The dome is an illusion created because they ran out of money to build it.
He records a method that can be reproduced by other painters in his books.
Invented a method called quadratura.
Cultural Shift
The Council of Trent gives impetus for architects to use illusion techniques in church design.
The Reformation and Counter-Reformation periods led to personalization of religion in Catholic countries through dramatic effect.
Council of Trent and Counter-Reformation
The Council of Trent was formed in response to the Protestant Reformation led by Martin Luther, John Calvin, and other early Protestants.
The Protestants protested against corruption within the church and its clergy.
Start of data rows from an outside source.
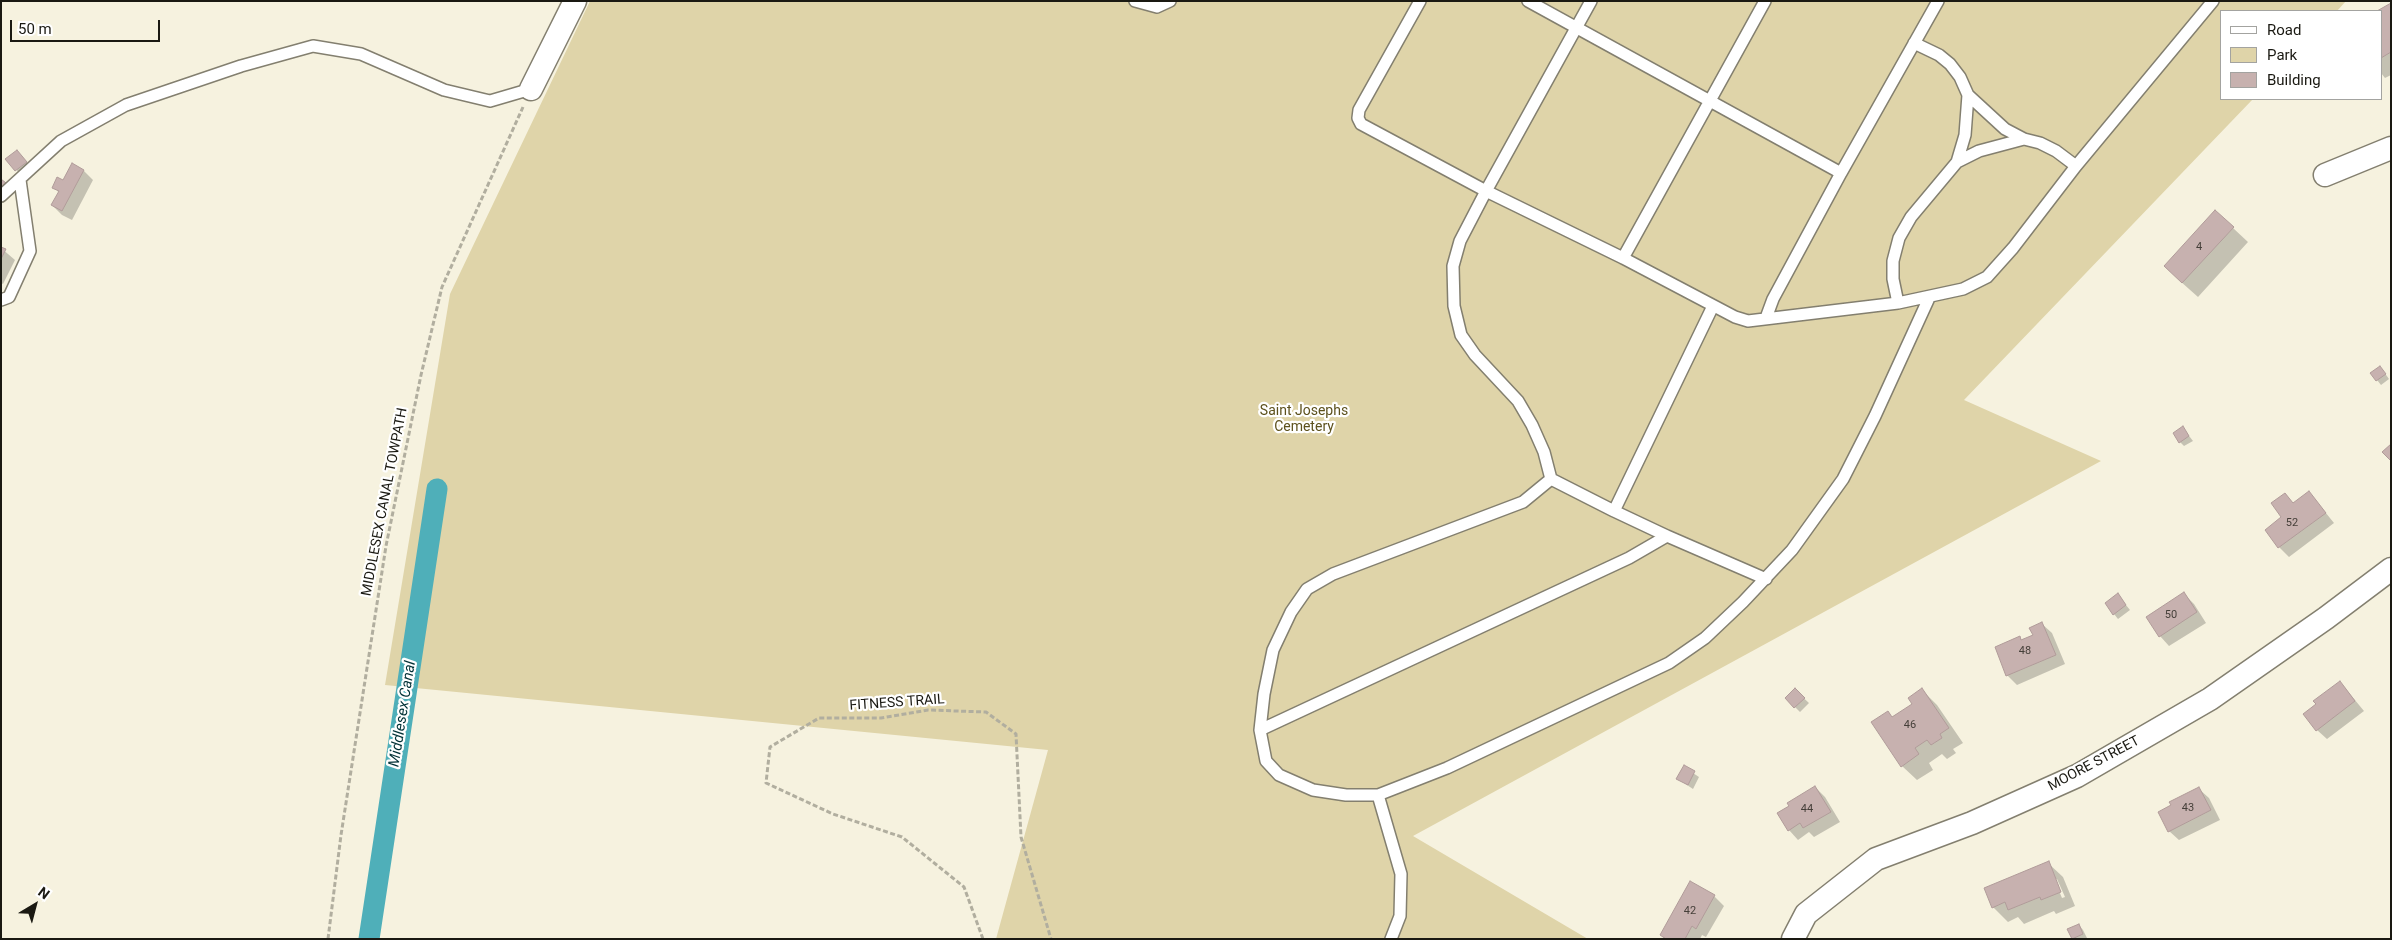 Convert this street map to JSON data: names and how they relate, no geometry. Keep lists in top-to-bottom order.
{
  "streets": {
    "street": ["MOORE STREET"],
    "path": ["MIDDLESEX CANAL TOWPATH", "FITNESS TRAIL"]
  },
  "water": ["Middlesex Canal"],
  "parks": ["Saint Josephs Cemetery"],
  "house_numbers": [
    "4",
    "52",
    "50",
    "48",
    "46",
    "43",
    "44",
    "42"
  ],
  "legend": ["Road", "Park", "Building"],
  "scale_bar": "50 m",
  "north": "top right"
}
The Counter-Reformation was a comprehensive effort composed of ecclesiastical configuration, religious orders, spiritual movements, and political dimensions.
The Baroque emerges after this period as a re-celebration with mastery in painting, illusion, sculpture, and architecture.
Decrees
Paintings and sculptures must convey Christian doctrine, follow scriptures and legends of saints, and observe laws of decorum, no nudity.
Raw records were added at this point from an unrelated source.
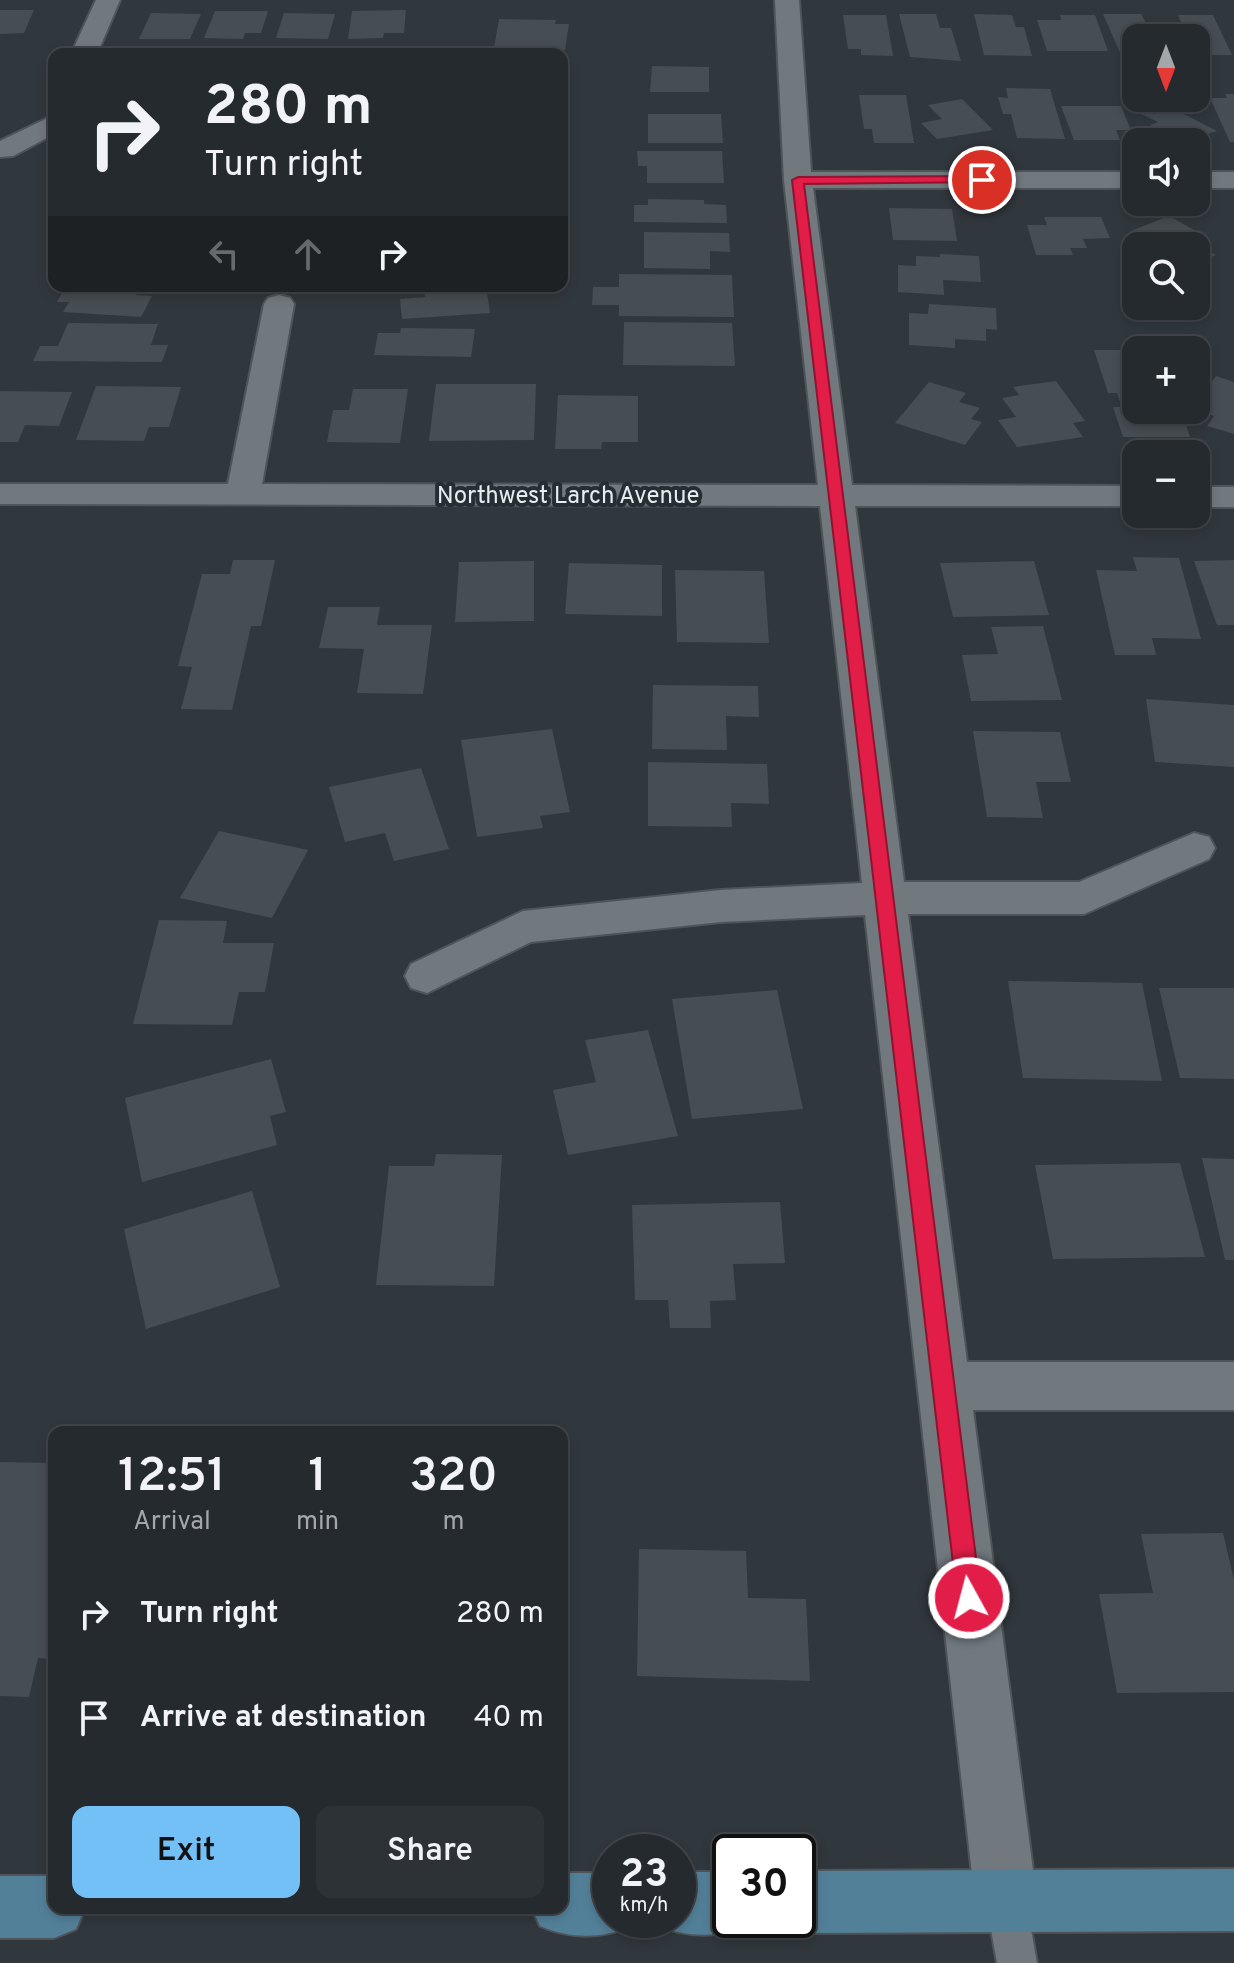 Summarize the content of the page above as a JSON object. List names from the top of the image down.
{
  "streets": {
    "street": ["Northwest Larch Avenue"]
  },
  "north": "bottom",
  "page": {
    "map_buttons": ["+", "−"],
    "turn": ["280 m", "Turn right"],
    "eta": [
      "12:51",
      "Arrival",
      "1",
      "min",
      "320",
      "m"
    ],
    "list": [
      {
        "name": "Turn right",
        "value": "280 m"
      },
      {
        "name": "Arrive at destination",
        "value": "40 m"
      }
    ],
    "buttons": ["Exit", "Share"],
    "speed": "23 km/h",
    "limit": "30"
  }
}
Churches must satisfy liturgical needs, not merely be beautiful.
Emergence of the City
Use of the facade as a scenographic theater stage to align with the viewer.
Examples from the Piazza Del Popolo. The city is an architectural space with streets, destination, squares, buildings.
Piazza San Pietro
Piazza San Pietro uses perspective to manipulate viewpoint, amplifying the theatrical celebration of the Vatican.
Bramante early symmetrical plan; Michelangelo dome and facade; Moderna extends the plan.
Bernini rethinks the connection between Saint Peter's and Central Rome, creating an oval colonnade.
Mussolini then comes along and gets rid of the original view and completes the axial urban plan.
Giant orders are used by Bernini.
Perspective composition directs movement and creates drama.
Gate Path and Goal: Concepts to Understand
Gate refers to the portals through which one arrives.
Path is the route or direction one takes.
Goal is the ultimate destination or visual focal point.
Analysis of Piazza Navona and its relationship to Saint Peter's.
Rinaldi and Bodomini swapped roles half a dozen times over.
Towers frame the dome and a path goal relationship.
Conclusions
Human vision is culturally structured; perspective is manipulated through projection.
Cultural impacts of the Council of Trent influenced the Baroque use of sonography and the combination of arts in church design.
Sonography and geometry emerged in Piazza San Pietro, with concepts like gate, path, and goal utilized.